El anteproyecto de ley, que ahora habrá de ser mejorado en su paso por el Congreso y el Senado, se ha elaborado a partir de las consultas y aportaciones de las comunidades autónomas, órganos colegiados, asociaciones de padres de alumnos, directores y profesores, representantes de los estudiantes, portavoces de los centros, profesionales de la educación, asociaciones, sociedades, colegios profesionales, y de los propios ciudadanos a través de un buzón con más de 30.000 sugerencias.

La reforma de nuestro modelo educativo va dirigida a procurarnos un sistema que mejore la calidad de la escuela pública, que garantice la igualdad real de oportunidades y la preparación de nuestros jóvenes, al tiempo que ponga en valor la autonomía de los centros y la figura del docente.

Con el anterior gobierno, de hecho, el gasto público lamentablemente no ha estado ligado a la mejora de la calidad, sino a gastar cuanto más, mejor. Lo decimos siempre, no es cuestión solo de dinero, pues la inversión educativa se duplicó en la última década, sino de aplicar mejor los recursos de cara a conseguir un único objetivo, la formación de ciudadanos libres y empleables.

Creemos que el proceso de enseñanza y aprendizaje debe dar un giro en la metodología y en las herramientas utilizadas. Cobran importancia las competencias clave o básicas, que combinan conocimientos, capacidades y actitudes adecuadas al contexto necesario para la realización y desarrollo de la persona, así como para la ciudadanía activa, la inclusión social y el empleo. Hemos de situar a nuestro país en el nivel que le corresponde, que no son precisamente los ratios por debajo de la media de la Unión Europea en que nos situó el modelo del PSOE, apoyado en cinco leyes educativas que nos han dejado como herencia la tasa de abandono más alta de la OCDE, un fracaso escolar del 30% y un paro juvenil superior al 50%. Después de dejar estas tasas de fracaso escolar, los zapateristas-rubalcabistas solo parecen preocupados por temas menores, como elegir entre una u otra asignatura, cuando fue precisamente el anterior gobierno socialista el que pretendió imponer líneas ideológicas determinadas en el sistema educativo, sacrificando la formación y la preparación de nuestros jóvenes.

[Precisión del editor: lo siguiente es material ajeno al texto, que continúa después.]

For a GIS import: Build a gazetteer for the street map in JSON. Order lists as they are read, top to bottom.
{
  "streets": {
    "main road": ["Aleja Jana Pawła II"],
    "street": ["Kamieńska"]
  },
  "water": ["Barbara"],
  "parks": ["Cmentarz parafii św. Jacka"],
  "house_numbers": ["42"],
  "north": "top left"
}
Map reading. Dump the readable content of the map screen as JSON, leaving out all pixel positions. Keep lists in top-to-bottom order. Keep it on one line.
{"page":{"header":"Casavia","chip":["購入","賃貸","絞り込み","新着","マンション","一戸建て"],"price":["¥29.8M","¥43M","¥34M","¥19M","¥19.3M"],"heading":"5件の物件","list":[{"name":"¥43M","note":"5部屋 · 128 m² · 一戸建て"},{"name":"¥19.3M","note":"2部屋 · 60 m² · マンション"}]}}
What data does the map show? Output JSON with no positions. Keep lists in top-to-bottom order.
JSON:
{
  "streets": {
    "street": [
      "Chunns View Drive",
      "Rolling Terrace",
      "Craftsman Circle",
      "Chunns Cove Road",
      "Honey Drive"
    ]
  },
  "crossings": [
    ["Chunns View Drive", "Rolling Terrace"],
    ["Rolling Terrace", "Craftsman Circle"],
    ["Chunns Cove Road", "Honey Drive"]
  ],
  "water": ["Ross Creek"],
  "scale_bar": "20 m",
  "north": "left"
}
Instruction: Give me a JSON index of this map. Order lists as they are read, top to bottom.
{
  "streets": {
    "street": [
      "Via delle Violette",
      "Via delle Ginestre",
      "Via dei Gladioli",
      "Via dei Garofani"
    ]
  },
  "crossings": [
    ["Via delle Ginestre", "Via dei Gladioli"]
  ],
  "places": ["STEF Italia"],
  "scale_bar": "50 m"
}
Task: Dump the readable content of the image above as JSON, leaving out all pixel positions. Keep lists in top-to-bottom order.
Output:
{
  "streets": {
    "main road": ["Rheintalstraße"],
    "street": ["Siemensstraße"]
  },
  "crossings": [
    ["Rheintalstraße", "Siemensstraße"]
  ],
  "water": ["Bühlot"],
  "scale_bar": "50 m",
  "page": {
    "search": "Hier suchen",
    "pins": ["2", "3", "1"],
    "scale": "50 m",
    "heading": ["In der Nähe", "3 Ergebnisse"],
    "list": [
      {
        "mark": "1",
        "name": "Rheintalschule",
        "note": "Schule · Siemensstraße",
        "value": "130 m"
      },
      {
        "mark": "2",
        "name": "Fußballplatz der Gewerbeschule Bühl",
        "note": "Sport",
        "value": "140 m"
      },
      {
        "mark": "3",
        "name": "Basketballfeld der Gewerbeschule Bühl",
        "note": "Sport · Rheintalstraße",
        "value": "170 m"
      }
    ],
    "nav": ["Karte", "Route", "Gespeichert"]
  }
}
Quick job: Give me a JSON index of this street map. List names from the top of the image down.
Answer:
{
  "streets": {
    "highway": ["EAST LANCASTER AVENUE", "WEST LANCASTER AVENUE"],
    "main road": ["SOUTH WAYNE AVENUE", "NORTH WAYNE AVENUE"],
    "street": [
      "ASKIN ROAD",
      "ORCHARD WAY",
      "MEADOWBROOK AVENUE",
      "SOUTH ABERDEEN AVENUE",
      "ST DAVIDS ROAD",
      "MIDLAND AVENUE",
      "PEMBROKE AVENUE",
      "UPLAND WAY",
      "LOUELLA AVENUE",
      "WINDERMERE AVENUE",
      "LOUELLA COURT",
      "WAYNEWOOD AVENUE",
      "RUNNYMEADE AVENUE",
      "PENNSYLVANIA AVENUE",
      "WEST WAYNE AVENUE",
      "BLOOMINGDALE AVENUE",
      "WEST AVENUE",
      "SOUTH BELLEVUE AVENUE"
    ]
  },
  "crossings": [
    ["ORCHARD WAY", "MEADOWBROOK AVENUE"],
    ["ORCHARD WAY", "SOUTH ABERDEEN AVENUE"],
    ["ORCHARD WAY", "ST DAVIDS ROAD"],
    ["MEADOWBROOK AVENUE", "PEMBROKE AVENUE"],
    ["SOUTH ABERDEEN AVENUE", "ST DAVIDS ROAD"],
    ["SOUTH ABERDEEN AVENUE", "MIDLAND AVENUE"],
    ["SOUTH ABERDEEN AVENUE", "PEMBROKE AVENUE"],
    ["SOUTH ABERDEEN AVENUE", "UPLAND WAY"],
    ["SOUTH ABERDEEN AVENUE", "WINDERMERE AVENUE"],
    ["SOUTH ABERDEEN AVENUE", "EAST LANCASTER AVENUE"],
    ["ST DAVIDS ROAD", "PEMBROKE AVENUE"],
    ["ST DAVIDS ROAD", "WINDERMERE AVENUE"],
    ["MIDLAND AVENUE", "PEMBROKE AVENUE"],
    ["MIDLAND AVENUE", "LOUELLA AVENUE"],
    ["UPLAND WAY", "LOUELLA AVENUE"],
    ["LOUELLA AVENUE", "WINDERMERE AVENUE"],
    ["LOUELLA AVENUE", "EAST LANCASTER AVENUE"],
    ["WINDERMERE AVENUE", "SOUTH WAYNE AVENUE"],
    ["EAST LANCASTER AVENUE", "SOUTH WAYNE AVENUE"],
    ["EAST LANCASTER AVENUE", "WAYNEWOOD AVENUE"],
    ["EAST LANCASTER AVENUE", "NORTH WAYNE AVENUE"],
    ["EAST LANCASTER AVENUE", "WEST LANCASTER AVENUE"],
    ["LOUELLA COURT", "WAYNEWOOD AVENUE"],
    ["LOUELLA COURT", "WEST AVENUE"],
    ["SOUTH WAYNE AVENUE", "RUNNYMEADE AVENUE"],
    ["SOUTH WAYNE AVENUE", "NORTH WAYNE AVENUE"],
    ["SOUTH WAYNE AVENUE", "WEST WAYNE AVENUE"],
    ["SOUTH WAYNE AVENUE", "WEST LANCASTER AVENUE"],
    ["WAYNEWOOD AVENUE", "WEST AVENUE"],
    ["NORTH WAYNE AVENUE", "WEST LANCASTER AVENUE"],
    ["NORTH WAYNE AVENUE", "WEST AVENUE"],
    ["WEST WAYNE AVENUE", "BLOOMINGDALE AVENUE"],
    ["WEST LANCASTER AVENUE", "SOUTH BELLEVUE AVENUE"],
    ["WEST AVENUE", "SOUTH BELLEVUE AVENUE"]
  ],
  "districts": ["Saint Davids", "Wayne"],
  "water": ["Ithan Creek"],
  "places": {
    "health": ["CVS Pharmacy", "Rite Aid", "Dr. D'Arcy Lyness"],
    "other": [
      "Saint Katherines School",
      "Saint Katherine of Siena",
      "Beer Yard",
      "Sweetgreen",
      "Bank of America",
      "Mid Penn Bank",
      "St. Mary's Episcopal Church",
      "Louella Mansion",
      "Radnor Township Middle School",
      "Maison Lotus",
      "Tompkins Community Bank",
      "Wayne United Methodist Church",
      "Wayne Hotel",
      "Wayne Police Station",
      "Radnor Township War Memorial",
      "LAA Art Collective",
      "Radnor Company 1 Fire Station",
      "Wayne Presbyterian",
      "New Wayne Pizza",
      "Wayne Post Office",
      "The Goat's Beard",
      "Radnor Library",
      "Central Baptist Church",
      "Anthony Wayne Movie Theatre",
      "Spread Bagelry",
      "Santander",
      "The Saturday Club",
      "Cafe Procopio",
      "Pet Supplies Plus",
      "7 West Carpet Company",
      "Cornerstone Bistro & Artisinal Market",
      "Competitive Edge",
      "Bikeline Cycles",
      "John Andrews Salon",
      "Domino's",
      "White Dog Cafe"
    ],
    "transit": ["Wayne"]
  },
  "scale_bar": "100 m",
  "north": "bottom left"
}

Hay que fomentar, en fin, el esfuerzo y la motivación, mejorando el aprendizaje de asignaturas básicas e idiomas, en un sistema educativo claro y coordinado con todos los agentes implicados, con evaluación externa de resultados, mayor autonomía de los centros y programas estables y consensuados.

Esta, y no otra, es la finalidad de la Ley Orgánica para la Mejora de la Calidad Educativa, una norma que aborda con valentía y rigor los principales problemas detectados en el sistema educativo, a partir de las evaluaciones realizadas por organismos internacionales, con el fin facilitar nuestra convergencia hacia los objetivos de la Unión Europea en materia de educación, descritos en la Estrategia Europa 2020, con las que estamos firmemente comprometidos.